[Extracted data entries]
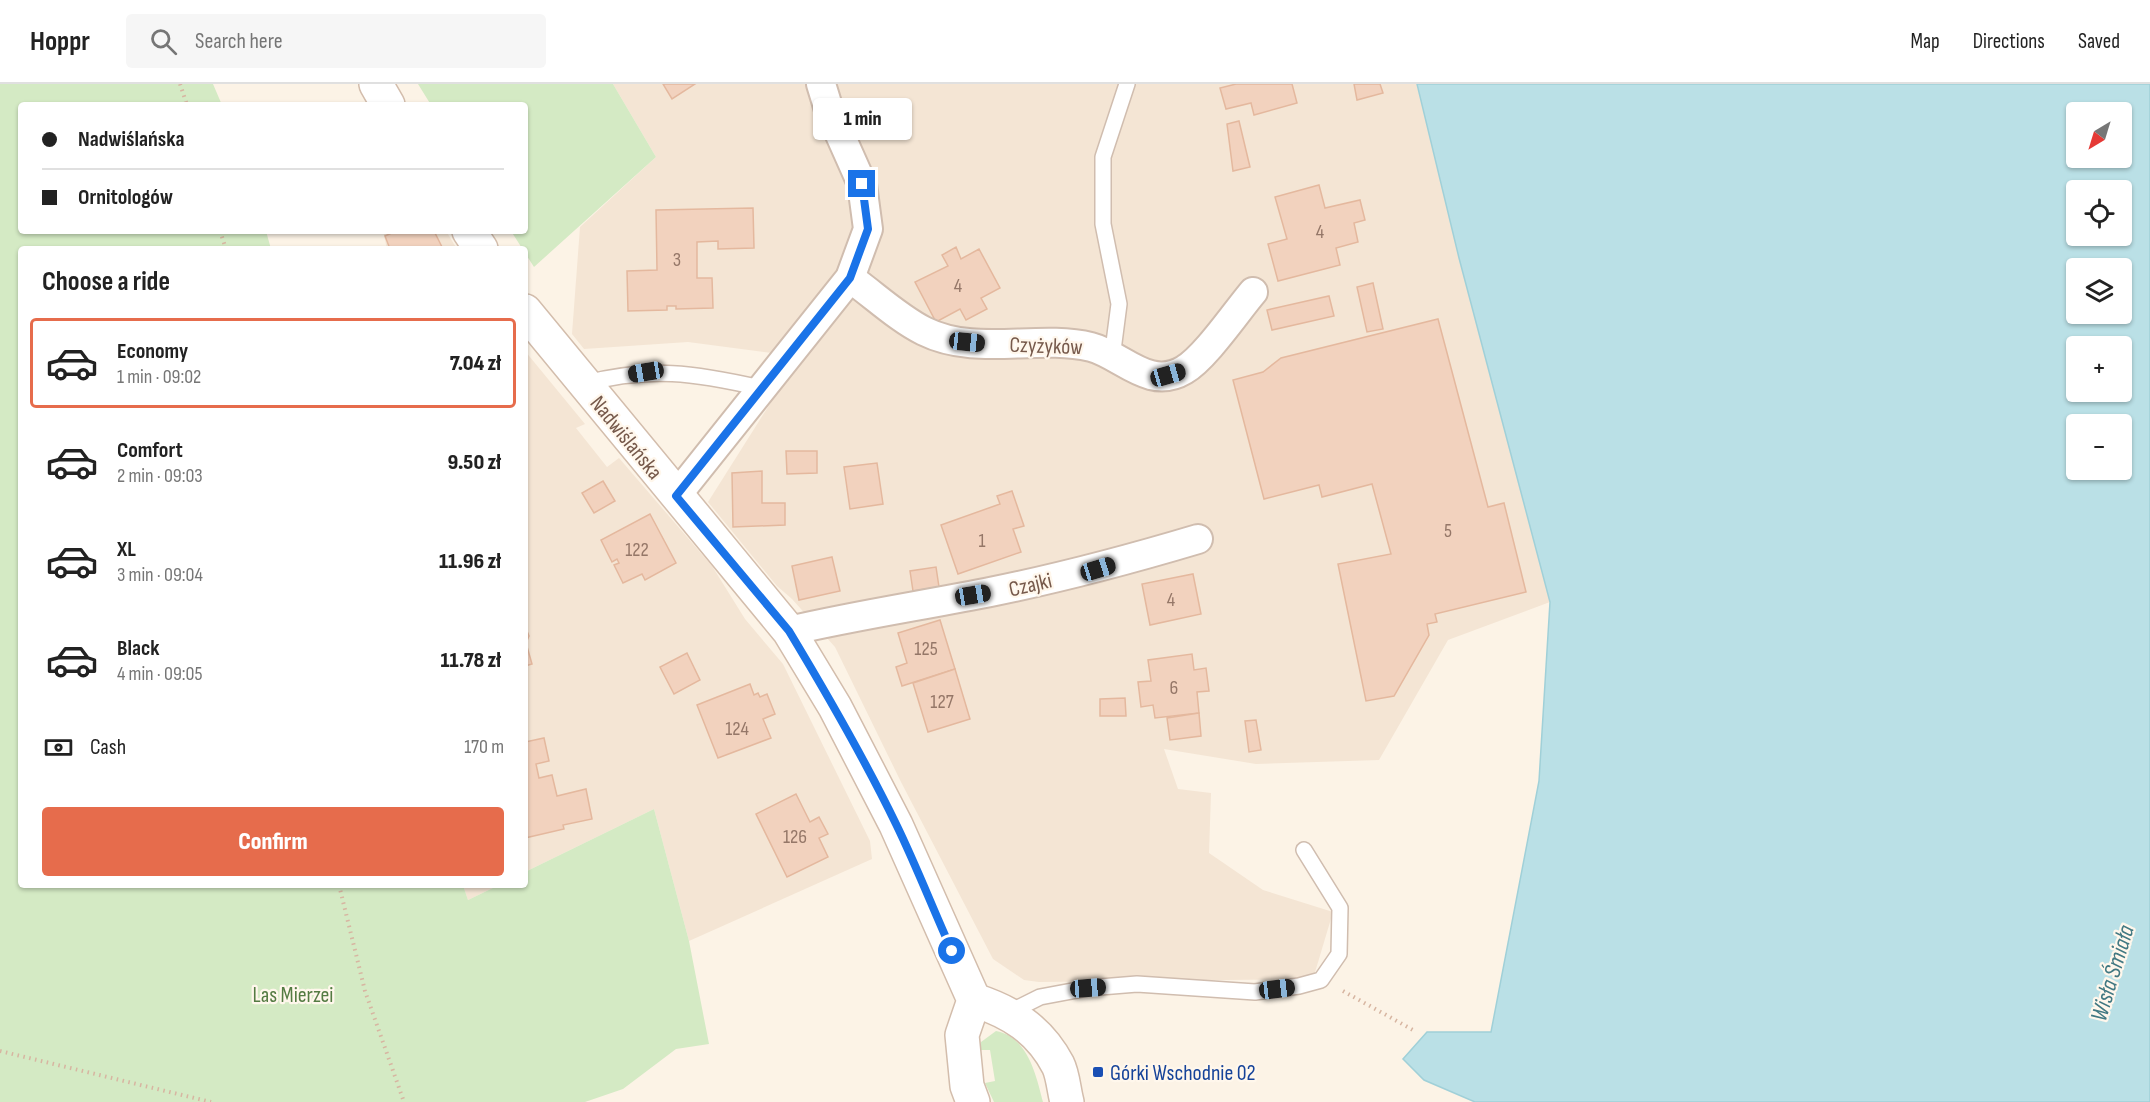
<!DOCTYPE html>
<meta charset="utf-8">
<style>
body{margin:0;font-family:"Sofia Sans Condensed",sans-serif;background:#f6f6f6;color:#222;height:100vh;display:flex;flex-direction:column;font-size:22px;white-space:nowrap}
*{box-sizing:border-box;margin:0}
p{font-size:20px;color:#767676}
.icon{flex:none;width:33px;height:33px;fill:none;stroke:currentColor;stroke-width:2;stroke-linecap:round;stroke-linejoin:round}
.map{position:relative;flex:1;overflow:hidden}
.side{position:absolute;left:18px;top:162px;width:510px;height:642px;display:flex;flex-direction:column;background:#fff;border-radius:6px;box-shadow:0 2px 4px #0004}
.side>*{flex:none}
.top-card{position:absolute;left:18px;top:18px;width:510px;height:132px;border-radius:6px;box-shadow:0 2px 4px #0004;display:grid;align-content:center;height:132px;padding:0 24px;background:#fff}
.needle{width:39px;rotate:218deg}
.controls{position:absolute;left:2066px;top:18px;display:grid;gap:12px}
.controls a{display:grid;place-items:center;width:66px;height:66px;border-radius:6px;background:#fff;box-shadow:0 2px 4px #0004;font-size:30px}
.end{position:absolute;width:27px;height:27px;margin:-14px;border:8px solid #1a73e8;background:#fff;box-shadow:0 0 0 3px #fff}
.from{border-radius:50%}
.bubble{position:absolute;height:42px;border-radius:6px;background:#fff;box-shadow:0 2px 4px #0004;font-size:20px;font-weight:800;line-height:42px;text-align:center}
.car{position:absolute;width:18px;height:36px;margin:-18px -9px;border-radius:8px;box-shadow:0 0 4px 2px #0007;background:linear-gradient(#222 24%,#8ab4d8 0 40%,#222 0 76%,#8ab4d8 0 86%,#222 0)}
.top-card b{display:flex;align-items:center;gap:21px;height:57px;font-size:22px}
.top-card b+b{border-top:2px solid #e0e0e0}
.top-card i{width:15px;height:15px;background:#222}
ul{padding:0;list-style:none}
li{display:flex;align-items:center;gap:18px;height:90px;margin:0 12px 9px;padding:0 12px;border:3px solid transparent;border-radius:6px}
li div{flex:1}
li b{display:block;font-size:22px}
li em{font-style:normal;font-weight:800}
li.on{border-color:#e66c4c}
li>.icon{width:54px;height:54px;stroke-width:1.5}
h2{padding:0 24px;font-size:27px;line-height:72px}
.pay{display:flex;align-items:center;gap:15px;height:66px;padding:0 24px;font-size:22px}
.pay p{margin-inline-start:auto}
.primary-button{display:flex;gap:12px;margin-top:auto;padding:12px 24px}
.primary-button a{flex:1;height:69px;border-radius:6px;background:#e66c4c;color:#fff;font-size:24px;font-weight:800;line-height:69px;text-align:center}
header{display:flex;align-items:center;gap:36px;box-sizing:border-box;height:84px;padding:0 30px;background:#fff;border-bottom:2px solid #e0e0e0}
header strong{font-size:28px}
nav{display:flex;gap:33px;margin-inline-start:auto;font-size:21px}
.search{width:420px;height:54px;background:#f6f6f6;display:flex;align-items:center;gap:15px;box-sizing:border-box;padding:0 21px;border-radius:6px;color:#767676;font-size:22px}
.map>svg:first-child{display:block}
.residential{fill:#f4e5d4}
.green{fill:#d4eac4}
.water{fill:#bae0e6;stroke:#a0d0d8;stroke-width:1.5;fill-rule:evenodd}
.building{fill:#f2d2be;stroke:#e4b89e;stroke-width:1.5}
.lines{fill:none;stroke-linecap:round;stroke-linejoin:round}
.lane-casing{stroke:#d0bdaf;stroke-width:18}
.street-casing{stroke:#d0bdaf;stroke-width:32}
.secondary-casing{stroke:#d3bdac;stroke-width:36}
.path{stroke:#d7b5a1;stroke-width:4;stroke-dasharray:1.5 4.5;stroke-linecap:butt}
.lane{stroke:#fff;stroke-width:15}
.street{stroke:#fff;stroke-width:28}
.secondary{stroke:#fff;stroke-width:33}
.route{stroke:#1a73e8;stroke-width:8}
.transit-dot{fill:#1a4fb4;stroke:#fff7ec;stroke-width:2}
.labels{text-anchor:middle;stroke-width:4.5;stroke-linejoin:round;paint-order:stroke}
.number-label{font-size:20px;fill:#957768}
.street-label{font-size:22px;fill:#76594b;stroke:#fff7ec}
.park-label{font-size:22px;fill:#547b42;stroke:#fff7ec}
.transit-label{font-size:22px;fill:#164399;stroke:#fff7ec;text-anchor:start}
.water-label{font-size:24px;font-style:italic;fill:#417882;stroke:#fff7ec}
</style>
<header>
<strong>Hoppr</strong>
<div class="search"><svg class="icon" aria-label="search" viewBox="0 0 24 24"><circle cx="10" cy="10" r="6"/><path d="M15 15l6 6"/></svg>Search here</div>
<nav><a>Map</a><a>Directions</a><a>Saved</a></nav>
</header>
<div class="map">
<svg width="2150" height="1018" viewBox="0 0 2150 1018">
<rect width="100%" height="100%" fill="#fcf3e6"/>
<g class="residential">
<path d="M613 0H1417L1459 174 1550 518 1448 556 1379 676 1256 680 1164 665 1178 705 1211 709 1209 769 1263 806 1333 828 1313 895 1039 898 1024 896 993 875 901 698 835 563 792 515 777 502 708 418 792 285 772 269 688 258 584 265 572 250 580 143 656 73Z"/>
<path d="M383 147H446L457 165H387Z"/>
<path d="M525 267 585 340 576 344 607 383 619 374 712 482 745 535 783 580 870 757 872 775 689 857 654 725 525 788Z"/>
<path d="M463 801H499L468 816Z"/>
</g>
<g class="green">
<path d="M0 0H213L222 21H21V147H266L271 165H21V801H463L468 816 499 801H525V788L654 725 689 857 709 960 676 965 623 1005 585 1018H0Z"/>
<path d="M418 0H613L656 73 534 183 511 147H525V21H431Z"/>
<path d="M996 947C1028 953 1036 991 1043 1018H994L985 999 995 997 990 966H981V958Z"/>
</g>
<path class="water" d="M1417 0H2150V1018H1475L1424 996 1403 975 1427 948H1491L1539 697 1550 518 1459 174ZM2076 28H2121V74H2076ZM2076 106H2121V152H2076ZM2076 184H2121V230H2076ZM2076 262H2121V308H2076ZM2076 340H2121V386H2076Z"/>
<g class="building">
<path d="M663 0H695L672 15Z"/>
<path d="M1236 0H1292L1297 19 1254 31 1251 19 1226 25 1220 4Z"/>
<path d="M1354 0H1380L1383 9 1357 16Z"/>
<path d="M1239 37 1250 83 1233 87 1227 40Z"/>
<path d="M1319 101 1325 124 1360 116 1365 136 1354 139 1358 158 1336 164 1340 181 1278 197 1268 160 1287 155 1275 113Z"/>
<path d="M753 124 754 164 718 165V157L697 158V194H712L713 224 676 225V222H667V226L628 227 627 187 657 186 656 126Z"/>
<path d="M396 147H434L443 165H390L385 152Z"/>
<path d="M956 163 961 175 979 165 1000 204 981 214 987 225 966 236 960 225 936 238 915 198 948 182 942 171Z"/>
<path d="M1373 199 1383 245 1367 248 1357 203Z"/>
<path d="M1329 212 1334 232 1272 246 1267 226Z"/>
<path d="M1438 235 1488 423 1504 419 1526 508 1435 530 1437 538 1427 540 1429 551 1394 612 1366 617 1338 480 1391 470 1372 400 1322 413 1319 401 1264 415 1233 296 1263 288 1281 274Z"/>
<path d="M786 367H817V389L787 390Z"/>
<path d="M877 379 883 420 850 425 844 383Z"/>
<path d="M762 387V419H785V441L733 443 732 389Z"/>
<path d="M603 397 615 417 594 429 582 409Z"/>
<path d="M1012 407 1024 442 1013 445 1021 468 958 490 941 441 1000 420 997 412Z"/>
<path d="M650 430 676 479 645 496 642 490 623 499 614 481 619 479 617 475 612 478 601 456Z"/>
<path d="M832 473 840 507 799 516 792 482Z"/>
<path d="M936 483 939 503 913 507 910 487Z"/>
<path d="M1193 490 1201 530 1150 541 1142 500Z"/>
<path d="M940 536 955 585 902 602 896 583 907 579 898 549Z"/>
<path d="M525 542 529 552 526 559 532 580 525 582Z"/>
<path d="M687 569 700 596 674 610 660 583Z"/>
<path d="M1192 570 1194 586 1206 584 1209 607 1197 608 1199 629 1155 634 1153 621 1141 623 1138 598 1151 597 1148 576Z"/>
<path d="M955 585 970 635 928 648 913 599Z"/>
<path d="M750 600 754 611 758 609 760 613 767 610 775 630 763 635 771 654 718 674 697 621Z"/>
<path d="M1125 614 1126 632H1100V615Z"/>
<path d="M1199 629 1201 652 1170 656 1167 634Z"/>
<path d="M1256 636 1261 666 1249 668 1245 637Z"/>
<path d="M544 654 549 677 536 680 539 694 552 691 557 712 586 705 592 735 563 741 564 745 525 754V658Z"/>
<path d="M796 710 810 738 819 733 828 750 819 754 828 773 787 793 756 730Z"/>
</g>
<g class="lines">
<g class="lane-casing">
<g id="lane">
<path d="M1112 274 1119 220 1103 140V73L1127 0"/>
<path d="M583 300C650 282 695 289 761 304"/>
<path d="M1008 929 1040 913 1088 904 1137 900 1255 908 1299 902 1321 896 1339 870 1340 824 1304 766"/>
</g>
</g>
<g class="street-casing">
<g id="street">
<path d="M850 194C874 211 898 234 924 247 976 273 1037 250 1091 263 1122 271 1149 307 1184 286 1205 274 1236 228 1253 208"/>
<path d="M676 412 850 194 868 145 862 100 829 26 821 0"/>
<path d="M789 547C857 531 926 521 995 507 1064 493 1131 475 1198 455"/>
</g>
</g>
<g class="secondary-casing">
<g id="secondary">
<path d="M376 0 388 21"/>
<path d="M469 147 481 165"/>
<path d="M525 227 789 547 835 623 896 741 974 916 962 951 967 1002 973 1018"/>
<path d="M974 916C1011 928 1039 945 1058 981 1063 991 1064 1007 1067 1018"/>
</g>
</g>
<g class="path">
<path d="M180 0 187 21"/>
<path d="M220 147 226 165"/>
<path d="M339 801 365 907 404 1018"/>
<path d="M1343 907 1413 946"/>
<path d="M0 967 211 1018"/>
</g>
<use href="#lane" class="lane"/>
<use href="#street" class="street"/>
<use href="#secondary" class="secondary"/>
</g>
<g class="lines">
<path class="route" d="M862 100 868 145 850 194 676 412 789 547C827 610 864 674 896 740 916 781 933 825 952 867"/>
</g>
<rect class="transit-dot" x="1092" y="982" width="12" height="12" rx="3"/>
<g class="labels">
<g class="number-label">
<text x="1320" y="154">4</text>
<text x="677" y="182">3</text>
<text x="958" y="208">4</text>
<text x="1448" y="453">5</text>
<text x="982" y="463">1</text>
<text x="637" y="472">122</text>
<text x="1171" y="522">4</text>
<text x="926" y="571">125</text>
<text x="1174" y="610">6</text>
<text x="942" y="624">127</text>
<text x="737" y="651">124</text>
<text x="795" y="759">126</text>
</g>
<g class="street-label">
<text transform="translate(1046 261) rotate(2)" y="8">Czyżyków</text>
<text transform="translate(627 353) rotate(51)" y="8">Nadwiślańska</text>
<text transform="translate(1030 500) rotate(-13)" y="8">Czajki</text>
</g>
<g class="park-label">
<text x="293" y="918">Las Mierzei</text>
</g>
<g class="transit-label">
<text x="1110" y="996">Górki Wschodnie 02</text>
</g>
<g class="water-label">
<text transform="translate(2112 889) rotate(-73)" y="8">Wisła Śmiała</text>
</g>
</g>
</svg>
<div class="controls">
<a><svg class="needle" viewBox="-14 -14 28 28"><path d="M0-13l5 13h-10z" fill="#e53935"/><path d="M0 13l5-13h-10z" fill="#767676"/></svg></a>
<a><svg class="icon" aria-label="locate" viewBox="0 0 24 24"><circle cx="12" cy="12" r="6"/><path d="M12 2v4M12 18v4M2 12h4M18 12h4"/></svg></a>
<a><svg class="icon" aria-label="layers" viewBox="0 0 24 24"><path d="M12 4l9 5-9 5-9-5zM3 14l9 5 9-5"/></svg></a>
<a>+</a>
<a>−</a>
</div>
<i class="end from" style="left:952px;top:867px"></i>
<i class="end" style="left:862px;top:100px"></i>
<div class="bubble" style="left:813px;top:14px;width:99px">1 min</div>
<i class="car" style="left:967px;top:258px;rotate:96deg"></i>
<i class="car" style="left:646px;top:288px;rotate:261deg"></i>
<i class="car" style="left:1168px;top:291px;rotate:74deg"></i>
<i class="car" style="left:1098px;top:485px;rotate:73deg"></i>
<i class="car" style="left:973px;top:511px;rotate:81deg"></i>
<i class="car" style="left:1088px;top:904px;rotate:86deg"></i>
<i class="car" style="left:1277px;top:905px;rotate:83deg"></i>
<div class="top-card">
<b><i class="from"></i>Nadwiślańska</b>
<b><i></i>Ornitologów</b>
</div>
<section class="side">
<h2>Choose a ride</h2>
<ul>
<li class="on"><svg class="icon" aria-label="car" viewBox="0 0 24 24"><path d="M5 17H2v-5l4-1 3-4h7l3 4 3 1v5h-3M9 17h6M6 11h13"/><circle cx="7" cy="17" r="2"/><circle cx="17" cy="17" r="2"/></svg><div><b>Economy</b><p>1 min · 09:02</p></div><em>7.04 zł</em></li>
<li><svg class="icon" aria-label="car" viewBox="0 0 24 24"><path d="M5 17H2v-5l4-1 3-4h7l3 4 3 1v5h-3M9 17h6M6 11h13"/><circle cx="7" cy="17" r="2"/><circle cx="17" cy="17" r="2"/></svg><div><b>Comfort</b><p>2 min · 09:03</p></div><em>9.50 zł</em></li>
<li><svg class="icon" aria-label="car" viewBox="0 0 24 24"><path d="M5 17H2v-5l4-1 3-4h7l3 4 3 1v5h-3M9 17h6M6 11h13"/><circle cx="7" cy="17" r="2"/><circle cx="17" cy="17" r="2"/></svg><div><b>XL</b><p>3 min · 09:04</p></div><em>11.96 zł</em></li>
<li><svg class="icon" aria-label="car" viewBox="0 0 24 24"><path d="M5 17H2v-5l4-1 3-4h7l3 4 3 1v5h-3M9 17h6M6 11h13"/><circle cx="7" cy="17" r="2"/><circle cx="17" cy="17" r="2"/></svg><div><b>Black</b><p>4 min · 09:05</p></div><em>11.78 zł</em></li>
</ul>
<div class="pay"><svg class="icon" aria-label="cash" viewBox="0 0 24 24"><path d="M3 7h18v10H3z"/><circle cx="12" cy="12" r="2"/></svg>Cash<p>170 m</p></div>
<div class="primary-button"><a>Confirm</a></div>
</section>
</div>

> [Goal of the exercise]
In the records, which lines use the word "bubble"? Report them.

> [Exercise solution]
.bubble{position:absolute;height:42px;border-radius:6px;background:#fff;box-shadow:0 2px 4px #0004;font-size:20px;font-weight:800;line-height:42px;text-align:center}
<div class="bubble" style="left:813px;top:14px;width:99px">1 min</div>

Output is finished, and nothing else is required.